So when the Museum of Science and Industry — make that the former Museum of Science and Industry — announced it will henceforth be known as the “Kenneth C. Griffin Museum of Science and Industry” thanks to an infusion of $125 million from the richest man in Illinois, I smiled and thought, “Great!”

Nor am I alone.

”Griffin is donating $125 MILLION dollars to the museum,” Gail Torkilsen commented after a story about the change. “Nice. No one should be upset. Thanks Mr. Griffin for your gift. I’m proud of you.”

True, a few dug in their heels.

”It will always be the Museum of Science and Industry!!!!!” objected Mary Weinstein. And my grandmother called her refrigerator an “icebox.” Nothing to be proud of.

Yes, there is sarcasm over what Griffin’s money is buying. ”Oooooh I can’t wait for Ken Griffin Museum of Science and Industry‘s new exhibit: why coal miners were better off without a union contract and how the existence of black lung is not real,” Kyle Hillman quipped.

That touches on the key point. It isn’t as if the MSI — whoops, the KCGMSI — isn’t already compromised, already nestled in the pocket of big money donors. Between nostalgic exhibits touting the faded industrial giants of the past — a coal mine, a sprawling toy train layout — and exhibits that are practically product placements for corporations, the river of donor money has ready dug a fairly deep trench in what should have been called “The Museum of INDUSTRY (and science).”

Go and visit a real science museum — in Toronto, in London — and you’ll realize that ours is more of a walk-in point-of-purchase display. Adding Griffin’s name is like slapping a fresh layer of rouge on the cheeks of a streetwalker after a long night — neither detracting from nor improving an entity whose allure is debatable.

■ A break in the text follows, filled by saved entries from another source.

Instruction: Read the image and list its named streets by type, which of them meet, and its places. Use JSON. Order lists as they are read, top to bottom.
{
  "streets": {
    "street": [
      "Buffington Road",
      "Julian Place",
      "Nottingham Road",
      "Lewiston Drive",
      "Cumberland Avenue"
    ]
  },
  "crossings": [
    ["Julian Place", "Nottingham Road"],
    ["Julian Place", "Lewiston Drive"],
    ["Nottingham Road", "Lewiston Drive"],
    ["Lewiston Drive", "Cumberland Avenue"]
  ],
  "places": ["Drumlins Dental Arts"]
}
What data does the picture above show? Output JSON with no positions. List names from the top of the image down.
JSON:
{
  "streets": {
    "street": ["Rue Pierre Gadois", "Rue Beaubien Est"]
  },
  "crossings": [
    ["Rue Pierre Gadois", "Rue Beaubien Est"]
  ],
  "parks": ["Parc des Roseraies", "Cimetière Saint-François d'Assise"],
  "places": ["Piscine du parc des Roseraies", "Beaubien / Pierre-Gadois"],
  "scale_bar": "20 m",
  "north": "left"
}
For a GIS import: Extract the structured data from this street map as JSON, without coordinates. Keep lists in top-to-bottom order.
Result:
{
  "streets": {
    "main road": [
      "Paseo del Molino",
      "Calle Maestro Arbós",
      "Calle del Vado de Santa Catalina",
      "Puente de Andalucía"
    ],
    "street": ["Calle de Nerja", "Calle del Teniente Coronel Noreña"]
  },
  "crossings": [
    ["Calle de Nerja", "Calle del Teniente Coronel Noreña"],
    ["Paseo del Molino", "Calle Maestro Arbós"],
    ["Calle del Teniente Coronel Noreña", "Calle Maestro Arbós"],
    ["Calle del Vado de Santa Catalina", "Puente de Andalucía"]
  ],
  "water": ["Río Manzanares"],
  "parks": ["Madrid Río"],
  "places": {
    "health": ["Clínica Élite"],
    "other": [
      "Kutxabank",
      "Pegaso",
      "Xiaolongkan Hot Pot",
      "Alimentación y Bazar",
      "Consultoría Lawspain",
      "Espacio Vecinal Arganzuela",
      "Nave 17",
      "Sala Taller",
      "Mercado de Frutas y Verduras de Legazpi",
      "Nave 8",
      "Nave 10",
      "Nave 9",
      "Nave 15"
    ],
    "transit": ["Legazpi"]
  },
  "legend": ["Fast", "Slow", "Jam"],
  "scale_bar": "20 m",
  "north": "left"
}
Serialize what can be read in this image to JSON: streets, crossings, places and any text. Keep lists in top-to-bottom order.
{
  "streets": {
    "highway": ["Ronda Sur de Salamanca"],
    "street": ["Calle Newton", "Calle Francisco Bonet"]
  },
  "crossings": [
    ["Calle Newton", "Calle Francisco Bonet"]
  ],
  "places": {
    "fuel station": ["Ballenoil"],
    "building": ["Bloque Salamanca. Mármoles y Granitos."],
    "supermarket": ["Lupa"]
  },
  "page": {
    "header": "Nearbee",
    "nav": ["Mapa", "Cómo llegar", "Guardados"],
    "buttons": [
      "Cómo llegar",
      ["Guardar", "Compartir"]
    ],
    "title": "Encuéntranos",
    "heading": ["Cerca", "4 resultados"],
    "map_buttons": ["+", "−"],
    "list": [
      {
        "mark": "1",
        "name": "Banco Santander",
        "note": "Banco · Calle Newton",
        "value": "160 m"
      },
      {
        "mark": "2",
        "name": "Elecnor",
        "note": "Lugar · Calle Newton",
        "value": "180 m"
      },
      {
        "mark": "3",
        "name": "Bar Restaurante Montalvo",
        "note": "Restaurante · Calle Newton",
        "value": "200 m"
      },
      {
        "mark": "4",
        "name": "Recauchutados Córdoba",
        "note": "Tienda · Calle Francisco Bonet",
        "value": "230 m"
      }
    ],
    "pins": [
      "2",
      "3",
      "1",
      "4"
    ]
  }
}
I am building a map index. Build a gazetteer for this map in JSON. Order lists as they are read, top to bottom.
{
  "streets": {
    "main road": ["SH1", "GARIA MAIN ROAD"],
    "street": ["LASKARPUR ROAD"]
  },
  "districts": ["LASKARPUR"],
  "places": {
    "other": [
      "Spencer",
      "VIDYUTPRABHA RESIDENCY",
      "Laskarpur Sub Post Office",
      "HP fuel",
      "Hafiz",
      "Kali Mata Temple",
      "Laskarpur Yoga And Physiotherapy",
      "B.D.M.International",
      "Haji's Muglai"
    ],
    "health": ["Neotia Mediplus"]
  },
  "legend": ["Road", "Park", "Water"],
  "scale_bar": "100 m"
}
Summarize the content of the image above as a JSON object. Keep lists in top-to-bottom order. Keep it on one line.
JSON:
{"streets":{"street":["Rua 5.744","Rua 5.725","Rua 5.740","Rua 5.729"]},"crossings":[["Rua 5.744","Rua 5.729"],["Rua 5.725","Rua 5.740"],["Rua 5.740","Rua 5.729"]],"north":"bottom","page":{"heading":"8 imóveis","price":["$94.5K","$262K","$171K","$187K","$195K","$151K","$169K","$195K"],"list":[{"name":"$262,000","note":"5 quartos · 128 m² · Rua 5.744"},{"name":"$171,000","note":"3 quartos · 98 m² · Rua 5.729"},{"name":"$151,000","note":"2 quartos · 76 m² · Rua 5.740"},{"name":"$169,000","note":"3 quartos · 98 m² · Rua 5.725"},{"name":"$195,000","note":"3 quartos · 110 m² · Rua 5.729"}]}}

Frankly, I’m surprised anyone would want to associate their name with the place. Then again, I am not rich. Being rich is more than having a lot of money. There is an implied validation — you’re rich, therefore you’re smart and good-looking and flawless. This isn’t true, but that truth eludes you. Or rather, you pay flunkies to keep that truth from you, to create this little shabby Potemkin Village around your precious self, a rolling fun house of mirrors reflecting you, but taller, younger, handsomer.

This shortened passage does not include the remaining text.